Ilioinguinal Nerve Neurectomy vs Nerve Preservation in Lichtenstein Tension Free Mesh Hernioplasty: A Randomised Clinical Trial at a Tertiary Care Hospital in Udaipur, Rajasthan, India
Correspondence Address :
Urmil Kumar Labana,
C/o Bapna Agencies, Bapna House, Hospital Road, Udaipur, Rajasthan, India.
E-mail: urmillabana27june@gmail.com
Introduction: A Lichtenstein tension-free mesh hernioplasty is the most commonly performed surgery for an inguinal hernia. Chronic inguinodynia is the most prevalent surgical complication, with a 25% overall incidence. The second most common complication is hypoesthesia. Ilioinguinal neurectomy has been proven in several studies to alleviate chronic inguinodynia.

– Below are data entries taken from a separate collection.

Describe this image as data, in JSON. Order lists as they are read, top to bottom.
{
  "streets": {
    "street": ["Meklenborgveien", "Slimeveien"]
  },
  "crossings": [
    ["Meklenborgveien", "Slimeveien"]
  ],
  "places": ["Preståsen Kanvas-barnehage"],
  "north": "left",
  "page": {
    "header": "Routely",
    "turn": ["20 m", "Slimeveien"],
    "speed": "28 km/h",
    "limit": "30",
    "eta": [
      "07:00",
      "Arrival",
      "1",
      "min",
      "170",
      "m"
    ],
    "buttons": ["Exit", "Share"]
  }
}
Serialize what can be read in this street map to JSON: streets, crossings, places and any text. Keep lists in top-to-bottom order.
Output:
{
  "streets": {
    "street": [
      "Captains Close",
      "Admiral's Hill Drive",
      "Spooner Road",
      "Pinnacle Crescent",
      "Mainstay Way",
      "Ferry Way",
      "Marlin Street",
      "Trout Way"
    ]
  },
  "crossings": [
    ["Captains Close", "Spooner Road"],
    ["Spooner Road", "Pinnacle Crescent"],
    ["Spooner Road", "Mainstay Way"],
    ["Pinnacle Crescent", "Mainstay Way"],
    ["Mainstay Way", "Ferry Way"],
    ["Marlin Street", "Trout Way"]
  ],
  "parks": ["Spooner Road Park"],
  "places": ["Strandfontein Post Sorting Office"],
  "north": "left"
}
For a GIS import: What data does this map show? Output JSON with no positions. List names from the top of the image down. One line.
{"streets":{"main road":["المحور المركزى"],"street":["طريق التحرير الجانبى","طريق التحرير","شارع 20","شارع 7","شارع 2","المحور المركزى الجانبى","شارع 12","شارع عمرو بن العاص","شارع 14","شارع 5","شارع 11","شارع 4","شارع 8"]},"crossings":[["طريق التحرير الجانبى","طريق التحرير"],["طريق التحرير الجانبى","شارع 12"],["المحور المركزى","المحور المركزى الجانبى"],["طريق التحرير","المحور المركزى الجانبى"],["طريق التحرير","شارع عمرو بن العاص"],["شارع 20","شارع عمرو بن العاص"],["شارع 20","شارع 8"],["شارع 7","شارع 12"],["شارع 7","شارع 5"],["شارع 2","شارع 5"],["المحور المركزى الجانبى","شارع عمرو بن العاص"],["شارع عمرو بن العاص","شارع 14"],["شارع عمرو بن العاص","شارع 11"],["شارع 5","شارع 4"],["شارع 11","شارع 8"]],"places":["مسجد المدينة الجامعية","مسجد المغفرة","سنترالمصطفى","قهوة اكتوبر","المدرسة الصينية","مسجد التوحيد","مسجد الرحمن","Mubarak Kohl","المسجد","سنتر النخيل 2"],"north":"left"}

Aim: To compare the postoperative inguinal pain and aesthesia in Ilioinguinal Nerve (IIN) preservation patients with neurectomy patients in Lichtenstein tension-free mesh hernioplasty.
Materials and Methods: This randomised clinical trial was conducted at GMCH, Udaipur, Rajasthan, India during January 2020 to June 2021 on 70 individuals (35 in each group). The IIN was excised in group A, while it was preserved in group B. Pain and aesthesia was assessed at day seven, one month and three month follow-up. Chi-square test was used for data analysis. A p-value<0.05 was considered significant.
Results: Mean age of the study sample was 55.95±15.61 years in group A and 55.4±17.22 years in group B. At Postoperative Day-7 (POD-7), 33 (94.28%) patients in group A and 18 (51.43%) patients in group B reported mild pain after vigorous activity, whereas 2 (5.71%) patients in group A and 15 (42.8%) patients in group B reported moderate pain after vigorous activity, and 2 (5.7%) patients in group B reported severe pain after vigorous activity. At POD-7, 2 (5.7%) patients in group A reported hypoaesthesia, out of them only 1 (2.85%) patient reported hypoaesthesia at one month and at three months of follow-up, whereas no patients in group B reported hypoaesthesia at POD-7, one month, or three months of follow-up.
Conclusion: It was evident in this study that prophylactic ilioinguinal neurectomy resulted in considerable reduction in incidence of post operative neuralgia, compared to nerve preservation.
Hyperaesthesia, Hypoaesthesia, Inguinal hernia
The term “hernia” is a Latin word which implies “rupture” of a portion of a structure (1). In Greek, this term signifies “bud” (2). Around the world, inguinal hernias account for 75% of all abdominal wall hernias. The most frequent male ailment in the world is inguinal hernia (3).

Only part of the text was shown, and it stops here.